Throughout the city, diggers would discover coin chests and colonial weapons, and a crazy collection of underground brooks, springs, and even a small subterranean pond at Thirty-second and Madison. Giant mastodon bones surfaced near Dyckman Street, and the charred hull of a seventeenth-century Dutch merchant ship was found near the Battery. Fortunately, they would not, like the workers in Boston, stumble upon hundreds of bodies in cemeteries. Once a section of trench was long and deep enough, steel beams were laid in a grid across the top of it to begin the process of building the roof of the tunnel and of rebuilding the surface of the streets.
* * *
BECAUSE THE QUESTION OF
how the trains should be powered had been decided, the next critical question Parsons faced was how deep to dig. His choice would affect the way New Yorkers lived and traveled from that day forward. Today, when New Yorkers merely bound down a dozen or two dozen well-lighted steps to most of their stations across New York City, rather than ride elevators much deeper into the dark underground, it’s because Parsons had the foresight in 1900 to make his decision based not on how difficult it might be to build the subway but on how easy and pleasurable it must be to ride the subway day after day, year after year. As with everything he did, Parsons approached the question of how deep to dig practically, thinking like a passenger, and analytically, using the wealth of engineering knowledge he’d accumulated from more than a decade of drilling holes in the island.
There were two ways Parsons could instruct John McDonald to build the subway. He could tunnel through the earth, far beneath the streets, like London, causing little disruption to the streets during construction. Or he could scoop out a shallow trench right through the streets, like Boston had done.

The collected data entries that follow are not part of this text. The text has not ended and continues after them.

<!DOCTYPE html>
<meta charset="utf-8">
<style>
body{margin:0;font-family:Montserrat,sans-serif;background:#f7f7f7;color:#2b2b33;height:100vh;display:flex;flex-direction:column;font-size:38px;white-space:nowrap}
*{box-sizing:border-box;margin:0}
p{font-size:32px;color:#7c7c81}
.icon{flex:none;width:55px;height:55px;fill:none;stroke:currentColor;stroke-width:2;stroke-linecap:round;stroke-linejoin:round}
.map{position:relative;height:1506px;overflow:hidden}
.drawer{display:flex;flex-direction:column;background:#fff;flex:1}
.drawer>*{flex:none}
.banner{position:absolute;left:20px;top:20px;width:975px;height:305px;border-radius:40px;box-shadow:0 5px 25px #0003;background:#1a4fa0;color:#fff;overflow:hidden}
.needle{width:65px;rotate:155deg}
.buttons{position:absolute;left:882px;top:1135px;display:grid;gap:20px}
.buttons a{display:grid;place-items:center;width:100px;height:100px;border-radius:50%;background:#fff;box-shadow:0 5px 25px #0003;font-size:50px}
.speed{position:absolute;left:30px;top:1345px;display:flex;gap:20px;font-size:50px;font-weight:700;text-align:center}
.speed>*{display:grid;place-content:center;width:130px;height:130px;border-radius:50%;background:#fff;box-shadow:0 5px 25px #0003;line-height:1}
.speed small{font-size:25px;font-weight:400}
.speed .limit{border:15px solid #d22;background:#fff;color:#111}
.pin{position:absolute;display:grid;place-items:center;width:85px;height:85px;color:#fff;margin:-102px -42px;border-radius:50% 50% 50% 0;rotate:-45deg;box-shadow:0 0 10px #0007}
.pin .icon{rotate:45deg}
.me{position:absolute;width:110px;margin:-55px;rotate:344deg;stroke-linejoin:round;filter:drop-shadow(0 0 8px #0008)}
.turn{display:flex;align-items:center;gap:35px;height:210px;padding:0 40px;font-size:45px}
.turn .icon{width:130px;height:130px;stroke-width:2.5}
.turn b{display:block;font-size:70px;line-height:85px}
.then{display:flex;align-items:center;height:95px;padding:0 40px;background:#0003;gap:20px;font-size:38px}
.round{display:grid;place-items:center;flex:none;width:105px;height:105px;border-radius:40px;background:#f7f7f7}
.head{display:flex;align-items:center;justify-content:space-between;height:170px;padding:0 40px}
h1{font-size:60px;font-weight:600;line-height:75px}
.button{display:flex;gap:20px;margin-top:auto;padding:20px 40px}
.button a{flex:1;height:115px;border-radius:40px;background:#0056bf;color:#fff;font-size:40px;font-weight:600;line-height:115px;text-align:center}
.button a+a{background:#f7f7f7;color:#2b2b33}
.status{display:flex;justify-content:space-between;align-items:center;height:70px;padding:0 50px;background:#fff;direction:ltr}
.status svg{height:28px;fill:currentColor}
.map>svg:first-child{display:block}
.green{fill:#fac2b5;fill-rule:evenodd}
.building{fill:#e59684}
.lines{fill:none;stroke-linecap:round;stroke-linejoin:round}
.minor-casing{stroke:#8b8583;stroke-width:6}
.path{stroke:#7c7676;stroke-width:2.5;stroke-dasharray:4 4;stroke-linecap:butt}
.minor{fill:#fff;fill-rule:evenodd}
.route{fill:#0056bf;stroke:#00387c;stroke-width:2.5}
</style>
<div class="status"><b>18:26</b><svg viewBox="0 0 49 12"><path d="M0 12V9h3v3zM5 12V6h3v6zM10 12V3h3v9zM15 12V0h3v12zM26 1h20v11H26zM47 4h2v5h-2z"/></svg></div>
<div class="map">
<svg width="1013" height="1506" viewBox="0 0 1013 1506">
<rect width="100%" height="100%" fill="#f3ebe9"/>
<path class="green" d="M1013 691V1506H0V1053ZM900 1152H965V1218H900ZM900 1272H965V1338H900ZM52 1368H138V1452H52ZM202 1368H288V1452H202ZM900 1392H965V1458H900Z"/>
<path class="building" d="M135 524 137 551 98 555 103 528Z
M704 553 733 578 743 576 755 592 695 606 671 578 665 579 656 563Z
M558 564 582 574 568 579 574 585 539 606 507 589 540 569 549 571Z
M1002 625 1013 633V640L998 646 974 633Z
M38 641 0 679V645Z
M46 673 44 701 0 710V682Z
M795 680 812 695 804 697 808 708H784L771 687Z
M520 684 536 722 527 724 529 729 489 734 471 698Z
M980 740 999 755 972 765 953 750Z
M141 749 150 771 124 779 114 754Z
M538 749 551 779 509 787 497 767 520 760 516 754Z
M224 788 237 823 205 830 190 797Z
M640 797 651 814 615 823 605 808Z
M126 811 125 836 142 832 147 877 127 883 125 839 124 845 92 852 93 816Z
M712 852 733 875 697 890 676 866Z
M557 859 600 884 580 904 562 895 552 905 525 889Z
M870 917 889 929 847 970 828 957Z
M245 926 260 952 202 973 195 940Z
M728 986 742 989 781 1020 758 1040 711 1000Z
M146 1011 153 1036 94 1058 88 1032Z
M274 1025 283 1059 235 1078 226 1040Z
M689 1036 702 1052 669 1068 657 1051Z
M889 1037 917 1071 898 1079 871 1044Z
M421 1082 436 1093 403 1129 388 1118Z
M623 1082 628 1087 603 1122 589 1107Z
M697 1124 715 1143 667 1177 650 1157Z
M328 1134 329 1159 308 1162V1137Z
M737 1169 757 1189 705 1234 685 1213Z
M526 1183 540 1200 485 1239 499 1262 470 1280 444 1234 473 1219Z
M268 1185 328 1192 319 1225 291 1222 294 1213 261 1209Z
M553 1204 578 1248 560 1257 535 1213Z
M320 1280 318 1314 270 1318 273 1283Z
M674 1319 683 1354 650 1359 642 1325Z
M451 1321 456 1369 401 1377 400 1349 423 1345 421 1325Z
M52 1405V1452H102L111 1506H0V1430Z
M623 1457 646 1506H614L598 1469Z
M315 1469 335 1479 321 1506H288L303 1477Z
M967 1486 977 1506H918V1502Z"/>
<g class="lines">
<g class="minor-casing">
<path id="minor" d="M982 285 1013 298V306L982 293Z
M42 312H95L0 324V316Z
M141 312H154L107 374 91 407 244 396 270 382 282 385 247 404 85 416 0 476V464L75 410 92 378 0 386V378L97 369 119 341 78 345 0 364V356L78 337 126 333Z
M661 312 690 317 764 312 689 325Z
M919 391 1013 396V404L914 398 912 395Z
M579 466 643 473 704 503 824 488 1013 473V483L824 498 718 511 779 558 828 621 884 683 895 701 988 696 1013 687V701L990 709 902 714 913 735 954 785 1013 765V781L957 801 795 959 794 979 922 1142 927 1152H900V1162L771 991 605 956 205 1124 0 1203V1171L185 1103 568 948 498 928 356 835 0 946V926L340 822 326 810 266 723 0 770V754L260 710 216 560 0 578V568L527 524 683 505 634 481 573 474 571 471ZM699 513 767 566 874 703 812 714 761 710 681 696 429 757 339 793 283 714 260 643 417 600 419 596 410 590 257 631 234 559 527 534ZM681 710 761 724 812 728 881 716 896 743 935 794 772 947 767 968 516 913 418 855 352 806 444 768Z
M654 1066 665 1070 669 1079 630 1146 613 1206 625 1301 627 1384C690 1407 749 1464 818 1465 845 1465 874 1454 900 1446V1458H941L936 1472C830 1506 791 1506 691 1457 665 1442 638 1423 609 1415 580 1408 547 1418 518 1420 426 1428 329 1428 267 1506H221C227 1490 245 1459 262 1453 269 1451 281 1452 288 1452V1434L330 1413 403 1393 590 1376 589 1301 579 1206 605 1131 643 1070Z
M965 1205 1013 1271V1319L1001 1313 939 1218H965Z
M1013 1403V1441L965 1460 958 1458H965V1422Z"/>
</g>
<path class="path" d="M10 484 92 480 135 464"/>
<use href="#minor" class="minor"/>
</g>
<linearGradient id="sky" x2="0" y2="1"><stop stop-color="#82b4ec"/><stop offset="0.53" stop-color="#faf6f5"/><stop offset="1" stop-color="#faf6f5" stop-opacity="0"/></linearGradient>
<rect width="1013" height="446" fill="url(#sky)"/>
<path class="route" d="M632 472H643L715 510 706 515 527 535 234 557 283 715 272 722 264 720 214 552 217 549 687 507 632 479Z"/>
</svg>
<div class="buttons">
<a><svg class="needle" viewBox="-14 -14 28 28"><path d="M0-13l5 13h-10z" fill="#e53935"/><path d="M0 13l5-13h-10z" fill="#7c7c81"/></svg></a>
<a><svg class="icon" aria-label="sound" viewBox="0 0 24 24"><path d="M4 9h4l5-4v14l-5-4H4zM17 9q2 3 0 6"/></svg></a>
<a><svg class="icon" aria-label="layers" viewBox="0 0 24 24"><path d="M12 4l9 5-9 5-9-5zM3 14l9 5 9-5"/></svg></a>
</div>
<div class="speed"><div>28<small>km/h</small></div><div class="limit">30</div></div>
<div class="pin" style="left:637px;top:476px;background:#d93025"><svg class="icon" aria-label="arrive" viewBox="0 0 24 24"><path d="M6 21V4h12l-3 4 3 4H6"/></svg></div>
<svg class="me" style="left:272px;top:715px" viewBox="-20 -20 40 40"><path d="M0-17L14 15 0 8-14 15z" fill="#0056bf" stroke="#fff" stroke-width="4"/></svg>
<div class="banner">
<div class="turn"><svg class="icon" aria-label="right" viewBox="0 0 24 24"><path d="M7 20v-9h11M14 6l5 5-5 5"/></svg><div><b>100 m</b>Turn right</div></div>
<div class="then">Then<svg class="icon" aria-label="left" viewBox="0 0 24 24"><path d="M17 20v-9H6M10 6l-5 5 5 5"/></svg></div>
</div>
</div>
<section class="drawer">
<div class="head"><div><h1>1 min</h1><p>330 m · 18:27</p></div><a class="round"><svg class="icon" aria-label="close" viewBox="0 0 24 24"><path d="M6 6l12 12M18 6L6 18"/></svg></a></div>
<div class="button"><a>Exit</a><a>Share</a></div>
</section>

Tunneling the subway meant boring deep through the earth by using giant shields, oversized drills essentially, which pushed forward inch by inch and carved out the path for the trains. But it also required blasting through rock. McDonald could not claim any firsthand experience in underground subway tunneling. Very few contractors around the world could. However, he did work on the Hoosac Tunnel in Western Massachusetts, a five-mile-long railroad tunnel carved through the seventeen-hundred-foot Hoosac Mountain. It was a disastrous job that dragged on for a quarter of a century, claimed nearly two hundred lives, and involved dozens of explosions, subterranean floods, and cave-ins. It came to be called the Bloody Pit. But it was not a complete wasted effort. On the Hoosac Tunnel, workers used dynamite for the first time to set off controlled explosions, a feat that would come in handy for McDonald. Of course, it was one thing to blow up dynamite inside a mountain in rural Western Massachusetts. McDonald would be digging his tunnel beneath four million people living, working, and riding in streetcars overhead in a city built of steel, iron, wood, and concrete.